“If we don’t make the white vote angry, he’s gone,” wrote the campaign staffer. “Go strong on the militant Moslem [sic] angle,” while making Tory voters fear “they are being used by the Moslems”. You may think the above writings are an example of a particularly vicious British National party intrusion into our democratic process. But this was the 2010 campaign of Phil Woolas, Labour’s immigration minister under Gordon Brown.
The result? A leaflet asking voters to stand by their candidate, claiming the Lib Dems wanted to “give hundreds of thousands of illegal immigrants the right to stay” and warning of the “extremists” winning, accompanied by images of angry Islamist protesters clutching banners such as “Behead those who insult Islam”.

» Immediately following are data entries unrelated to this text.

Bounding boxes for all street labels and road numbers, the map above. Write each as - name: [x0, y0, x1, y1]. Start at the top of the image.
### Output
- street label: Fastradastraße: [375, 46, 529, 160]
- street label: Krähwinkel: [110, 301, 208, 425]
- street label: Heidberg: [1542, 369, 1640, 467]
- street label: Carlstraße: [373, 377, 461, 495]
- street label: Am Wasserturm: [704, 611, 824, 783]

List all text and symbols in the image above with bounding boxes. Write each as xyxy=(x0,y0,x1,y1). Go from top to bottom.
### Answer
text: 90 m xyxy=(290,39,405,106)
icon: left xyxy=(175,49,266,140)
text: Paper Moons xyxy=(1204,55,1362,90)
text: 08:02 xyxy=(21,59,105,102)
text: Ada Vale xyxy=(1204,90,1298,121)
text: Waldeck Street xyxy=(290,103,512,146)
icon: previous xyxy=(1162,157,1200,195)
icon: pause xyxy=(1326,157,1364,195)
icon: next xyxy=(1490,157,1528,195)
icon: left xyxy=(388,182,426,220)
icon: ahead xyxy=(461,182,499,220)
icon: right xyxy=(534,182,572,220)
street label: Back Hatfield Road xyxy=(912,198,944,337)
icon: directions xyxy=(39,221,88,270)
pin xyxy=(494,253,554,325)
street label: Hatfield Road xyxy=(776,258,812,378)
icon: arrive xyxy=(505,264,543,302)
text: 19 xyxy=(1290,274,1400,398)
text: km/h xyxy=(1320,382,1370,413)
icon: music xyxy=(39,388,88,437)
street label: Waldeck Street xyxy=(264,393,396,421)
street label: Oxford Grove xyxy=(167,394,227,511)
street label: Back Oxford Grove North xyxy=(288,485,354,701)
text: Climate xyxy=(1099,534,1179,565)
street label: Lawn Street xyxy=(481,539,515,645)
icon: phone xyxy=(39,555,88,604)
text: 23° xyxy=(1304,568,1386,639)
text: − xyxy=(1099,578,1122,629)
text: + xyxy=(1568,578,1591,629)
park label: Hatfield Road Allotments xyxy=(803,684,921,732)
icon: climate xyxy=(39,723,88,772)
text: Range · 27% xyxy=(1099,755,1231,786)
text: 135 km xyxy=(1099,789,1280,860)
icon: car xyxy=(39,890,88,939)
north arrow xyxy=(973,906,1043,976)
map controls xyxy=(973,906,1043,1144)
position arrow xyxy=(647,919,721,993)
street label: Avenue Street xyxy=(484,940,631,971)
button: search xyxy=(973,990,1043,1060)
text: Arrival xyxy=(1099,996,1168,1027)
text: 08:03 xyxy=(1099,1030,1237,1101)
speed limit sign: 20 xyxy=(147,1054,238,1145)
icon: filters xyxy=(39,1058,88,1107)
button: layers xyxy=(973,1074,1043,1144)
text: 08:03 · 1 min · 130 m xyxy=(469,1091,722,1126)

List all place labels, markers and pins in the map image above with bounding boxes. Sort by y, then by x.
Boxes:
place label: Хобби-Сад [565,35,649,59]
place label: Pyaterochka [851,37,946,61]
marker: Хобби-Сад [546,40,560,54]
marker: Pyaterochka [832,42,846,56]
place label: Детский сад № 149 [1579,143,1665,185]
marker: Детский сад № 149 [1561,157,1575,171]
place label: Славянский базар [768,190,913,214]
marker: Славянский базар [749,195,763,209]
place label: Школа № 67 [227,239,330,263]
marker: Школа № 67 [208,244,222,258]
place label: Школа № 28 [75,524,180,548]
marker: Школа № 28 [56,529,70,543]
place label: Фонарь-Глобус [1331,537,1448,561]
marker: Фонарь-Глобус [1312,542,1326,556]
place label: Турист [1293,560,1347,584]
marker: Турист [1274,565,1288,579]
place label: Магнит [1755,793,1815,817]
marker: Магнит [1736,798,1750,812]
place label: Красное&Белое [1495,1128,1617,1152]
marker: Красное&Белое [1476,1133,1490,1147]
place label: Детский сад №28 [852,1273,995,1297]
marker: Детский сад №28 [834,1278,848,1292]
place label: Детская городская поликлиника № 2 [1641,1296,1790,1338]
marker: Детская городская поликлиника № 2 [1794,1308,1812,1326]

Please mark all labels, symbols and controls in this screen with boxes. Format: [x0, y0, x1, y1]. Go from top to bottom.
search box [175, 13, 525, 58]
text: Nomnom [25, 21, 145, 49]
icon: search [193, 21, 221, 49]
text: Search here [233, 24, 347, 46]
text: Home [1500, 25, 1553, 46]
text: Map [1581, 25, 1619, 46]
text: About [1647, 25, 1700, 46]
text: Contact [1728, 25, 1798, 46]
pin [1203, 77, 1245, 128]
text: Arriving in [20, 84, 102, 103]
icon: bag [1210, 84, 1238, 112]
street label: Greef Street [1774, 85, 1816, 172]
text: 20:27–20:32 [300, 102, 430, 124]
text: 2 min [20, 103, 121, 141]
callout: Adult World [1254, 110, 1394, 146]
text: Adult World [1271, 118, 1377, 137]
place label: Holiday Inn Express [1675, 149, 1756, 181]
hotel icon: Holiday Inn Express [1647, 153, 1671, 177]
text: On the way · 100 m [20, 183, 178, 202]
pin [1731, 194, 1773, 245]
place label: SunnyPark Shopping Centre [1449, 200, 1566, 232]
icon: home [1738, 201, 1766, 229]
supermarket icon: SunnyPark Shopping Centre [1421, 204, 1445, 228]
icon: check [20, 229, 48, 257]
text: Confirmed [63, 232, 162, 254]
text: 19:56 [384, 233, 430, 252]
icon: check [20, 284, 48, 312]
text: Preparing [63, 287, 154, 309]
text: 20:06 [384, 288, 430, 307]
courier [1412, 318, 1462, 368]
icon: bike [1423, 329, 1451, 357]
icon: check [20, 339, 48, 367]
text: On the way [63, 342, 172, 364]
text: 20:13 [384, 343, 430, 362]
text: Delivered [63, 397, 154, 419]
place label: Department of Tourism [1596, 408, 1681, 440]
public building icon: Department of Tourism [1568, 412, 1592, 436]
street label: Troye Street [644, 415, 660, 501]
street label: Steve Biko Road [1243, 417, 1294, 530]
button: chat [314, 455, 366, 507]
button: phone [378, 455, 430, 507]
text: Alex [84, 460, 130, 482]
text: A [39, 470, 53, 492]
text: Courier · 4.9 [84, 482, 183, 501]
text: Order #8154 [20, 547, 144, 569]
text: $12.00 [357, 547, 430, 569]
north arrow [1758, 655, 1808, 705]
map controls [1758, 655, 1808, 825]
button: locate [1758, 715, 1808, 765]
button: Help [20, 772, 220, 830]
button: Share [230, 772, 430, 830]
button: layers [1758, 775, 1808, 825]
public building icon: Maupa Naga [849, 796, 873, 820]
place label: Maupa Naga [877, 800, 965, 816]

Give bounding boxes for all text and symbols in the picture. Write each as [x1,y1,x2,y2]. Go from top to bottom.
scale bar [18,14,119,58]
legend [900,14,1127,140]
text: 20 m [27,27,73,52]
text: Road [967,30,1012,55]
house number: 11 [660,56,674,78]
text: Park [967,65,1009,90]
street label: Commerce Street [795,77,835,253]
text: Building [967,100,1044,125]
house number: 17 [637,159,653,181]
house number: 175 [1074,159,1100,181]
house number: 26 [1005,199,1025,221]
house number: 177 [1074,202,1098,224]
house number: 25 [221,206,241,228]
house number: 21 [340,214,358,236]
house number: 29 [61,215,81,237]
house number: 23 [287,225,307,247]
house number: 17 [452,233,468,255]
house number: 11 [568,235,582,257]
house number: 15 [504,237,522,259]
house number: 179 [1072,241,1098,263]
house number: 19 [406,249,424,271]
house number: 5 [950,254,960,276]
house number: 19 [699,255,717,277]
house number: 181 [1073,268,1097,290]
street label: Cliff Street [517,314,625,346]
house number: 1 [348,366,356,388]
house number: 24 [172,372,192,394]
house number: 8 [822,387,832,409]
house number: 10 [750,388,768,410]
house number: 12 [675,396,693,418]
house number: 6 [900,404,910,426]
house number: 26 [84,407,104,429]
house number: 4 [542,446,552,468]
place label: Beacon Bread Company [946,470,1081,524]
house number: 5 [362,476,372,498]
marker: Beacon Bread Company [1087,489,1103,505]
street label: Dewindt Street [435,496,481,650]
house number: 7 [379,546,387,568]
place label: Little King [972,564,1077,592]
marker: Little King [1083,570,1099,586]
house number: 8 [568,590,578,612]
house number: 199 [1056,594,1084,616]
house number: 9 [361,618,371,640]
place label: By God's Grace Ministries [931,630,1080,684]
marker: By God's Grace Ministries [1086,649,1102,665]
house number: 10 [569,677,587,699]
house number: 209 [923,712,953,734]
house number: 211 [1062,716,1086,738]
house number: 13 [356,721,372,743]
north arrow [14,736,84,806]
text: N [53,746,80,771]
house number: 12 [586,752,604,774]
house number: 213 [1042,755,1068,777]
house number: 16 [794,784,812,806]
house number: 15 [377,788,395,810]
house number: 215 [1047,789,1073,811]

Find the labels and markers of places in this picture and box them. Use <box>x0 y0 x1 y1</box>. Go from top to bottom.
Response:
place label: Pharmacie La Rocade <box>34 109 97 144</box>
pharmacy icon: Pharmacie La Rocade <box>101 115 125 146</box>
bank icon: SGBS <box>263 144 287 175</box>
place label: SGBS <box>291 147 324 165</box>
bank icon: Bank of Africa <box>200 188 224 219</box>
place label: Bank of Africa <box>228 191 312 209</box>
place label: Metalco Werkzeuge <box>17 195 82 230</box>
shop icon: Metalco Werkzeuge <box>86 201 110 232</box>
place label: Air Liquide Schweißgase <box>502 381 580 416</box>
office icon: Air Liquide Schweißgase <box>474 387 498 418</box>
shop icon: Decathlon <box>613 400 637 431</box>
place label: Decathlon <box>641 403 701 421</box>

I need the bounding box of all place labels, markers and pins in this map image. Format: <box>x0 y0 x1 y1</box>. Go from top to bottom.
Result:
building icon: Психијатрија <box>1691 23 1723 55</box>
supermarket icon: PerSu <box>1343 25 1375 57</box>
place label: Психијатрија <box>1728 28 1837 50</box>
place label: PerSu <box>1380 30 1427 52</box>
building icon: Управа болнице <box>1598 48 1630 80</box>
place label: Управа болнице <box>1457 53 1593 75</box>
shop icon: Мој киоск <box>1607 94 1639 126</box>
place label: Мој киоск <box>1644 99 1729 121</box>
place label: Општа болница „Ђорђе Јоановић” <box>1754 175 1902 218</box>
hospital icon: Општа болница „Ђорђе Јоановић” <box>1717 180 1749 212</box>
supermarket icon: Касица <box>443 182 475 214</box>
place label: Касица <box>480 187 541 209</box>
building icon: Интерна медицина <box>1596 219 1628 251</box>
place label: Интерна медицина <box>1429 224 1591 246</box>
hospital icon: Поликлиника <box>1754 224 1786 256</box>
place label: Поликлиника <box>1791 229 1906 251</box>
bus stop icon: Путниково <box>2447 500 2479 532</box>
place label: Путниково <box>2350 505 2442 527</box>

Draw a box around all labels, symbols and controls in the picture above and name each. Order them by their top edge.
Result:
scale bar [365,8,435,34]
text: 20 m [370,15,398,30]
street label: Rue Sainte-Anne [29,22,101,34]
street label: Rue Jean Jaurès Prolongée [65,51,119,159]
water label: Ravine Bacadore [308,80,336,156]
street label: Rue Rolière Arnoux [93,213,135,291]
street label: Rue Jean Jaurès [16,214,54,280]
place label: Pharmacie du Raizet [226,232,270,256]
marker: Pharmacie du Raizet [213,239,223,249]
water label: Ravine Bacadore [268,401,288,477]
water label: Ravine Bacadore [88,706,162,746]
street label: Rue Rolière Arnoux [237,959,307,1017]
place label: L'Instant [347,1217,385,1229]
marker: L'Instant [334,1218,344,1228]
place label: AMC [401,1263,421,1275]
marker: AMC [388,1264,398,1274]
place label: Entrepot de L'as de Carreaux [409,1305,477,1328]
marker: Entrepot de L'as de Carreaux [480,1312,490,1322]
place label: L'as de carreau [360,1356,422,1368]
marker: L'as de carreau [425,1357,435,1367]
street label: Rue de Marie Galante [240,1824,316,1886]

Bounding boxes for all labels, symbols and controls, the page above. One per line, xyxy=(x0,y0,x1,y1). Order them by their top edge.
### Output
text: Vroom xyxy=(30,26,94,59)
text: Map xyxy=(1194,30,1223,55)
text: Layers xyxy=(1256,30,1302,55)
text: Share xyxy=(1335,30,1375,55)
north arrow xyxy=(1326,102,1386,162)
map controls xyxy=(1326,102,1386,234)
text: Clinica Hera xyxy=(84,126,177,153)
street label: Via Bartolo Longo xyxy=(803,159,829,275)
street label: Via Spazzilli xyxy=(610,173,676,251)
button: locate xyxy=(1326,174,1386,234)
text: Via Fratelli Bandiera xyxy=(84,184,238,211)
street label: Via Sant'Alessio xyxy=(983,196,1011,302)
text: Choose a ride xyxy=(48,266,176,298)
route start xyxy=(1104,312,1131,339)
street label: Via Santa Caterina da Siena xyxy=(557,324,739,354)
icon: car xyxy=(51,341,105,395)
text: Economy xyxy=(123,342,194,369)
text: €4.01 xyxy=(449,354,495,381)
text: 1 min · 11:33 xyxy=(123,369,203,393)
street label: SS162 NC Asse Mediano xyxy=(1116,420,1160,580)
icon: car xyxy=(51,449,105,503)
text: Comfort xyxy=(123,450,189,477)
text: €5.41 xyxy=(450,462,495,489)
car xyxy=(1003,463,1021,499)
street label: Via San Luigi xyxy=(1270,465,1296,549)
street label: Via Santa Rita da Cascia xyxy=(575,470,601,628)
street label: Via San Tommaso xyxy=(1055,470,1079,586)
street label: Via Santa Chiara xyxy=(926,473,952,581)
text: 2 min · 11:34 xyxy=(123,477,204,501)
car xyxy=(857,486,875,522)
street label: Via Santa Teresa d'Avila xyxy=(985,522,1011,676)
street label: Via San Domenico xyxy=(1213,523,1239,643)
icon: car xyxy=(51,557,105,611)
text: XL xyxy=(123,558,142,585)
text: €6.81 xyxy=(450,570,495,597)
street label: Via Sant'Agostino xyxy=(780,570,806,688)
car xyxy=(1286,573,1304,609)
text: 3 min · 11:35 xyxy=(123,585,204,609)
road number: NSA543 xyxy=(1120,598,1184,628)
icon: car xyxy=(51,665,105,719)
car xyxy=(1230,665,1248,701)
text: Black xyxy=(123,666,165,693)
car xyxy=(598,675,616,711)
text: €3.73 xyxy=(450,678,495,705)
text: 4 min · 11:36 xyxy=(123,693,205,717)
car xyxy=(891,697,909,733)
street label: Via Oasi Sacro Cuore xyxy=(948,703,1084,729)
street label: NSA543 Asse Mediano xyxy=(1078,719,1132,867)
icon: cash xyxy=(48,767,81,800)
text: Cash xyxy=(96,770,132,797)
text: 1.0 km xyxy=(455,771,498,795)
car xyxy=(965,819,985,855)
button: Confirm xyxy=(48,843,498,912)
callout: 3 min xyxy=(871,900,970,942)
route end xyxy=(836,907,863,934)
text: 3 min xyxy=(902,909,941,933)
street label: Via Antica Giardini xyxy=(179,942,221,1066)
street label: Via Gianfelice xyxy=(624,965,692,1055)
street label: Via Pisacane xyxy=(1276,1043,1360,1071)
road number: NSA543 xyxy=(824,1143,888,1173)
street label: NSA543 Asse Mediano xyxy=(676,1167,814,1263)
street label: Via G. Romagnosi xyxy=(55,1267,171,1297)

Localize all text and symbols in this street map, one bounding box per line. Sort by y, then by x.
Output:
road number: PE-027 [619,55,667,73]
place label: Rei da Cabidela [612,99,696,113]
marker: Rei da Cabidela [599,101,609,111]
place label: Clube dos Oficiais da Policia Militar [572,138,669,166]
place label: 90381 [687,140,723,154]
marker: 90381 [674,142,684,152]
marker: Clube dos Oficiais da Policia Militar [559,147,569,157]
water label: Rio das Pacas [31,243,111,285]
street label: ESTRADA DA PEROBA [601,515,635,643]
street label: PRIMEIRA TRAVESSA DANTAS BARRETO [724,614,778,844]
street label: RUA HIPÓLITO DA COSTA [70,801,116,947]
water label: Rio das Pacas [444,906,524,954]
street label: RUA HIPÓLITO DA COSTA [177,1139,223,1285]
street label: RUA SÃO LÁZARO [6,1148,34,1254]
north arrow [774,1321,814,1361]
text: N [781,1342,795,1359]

When Woolas was ejected from parliament for lying about his opponents, Labour MPs mutinied in his defence and raised money for a fighting fund: one fellow MP offered £1,500, while others demanded the then deputy leader, Harriet Harman, resign for backing the court’s decision to expel him.
Today, after days of an attempted Islamophobic pogrom on English streets, the question we should all be asking is: how did bigotry against Muslims become so widespread, acceptable and mainstream in Britain? There are obvious culprits. A vicious rightwing press has long presented Muslims as a dangerous enemy within, and Muslim migrants and refugees as hostile invaders. The Tories have created an Islamophobic cesspit: Sayeeda Warsi, the most senior Tory Muslim politician, has waged a lonely protracted battle to expose anti-Muslim prejudice within the party that she says “exists from the grassroots, all the way up to the top”.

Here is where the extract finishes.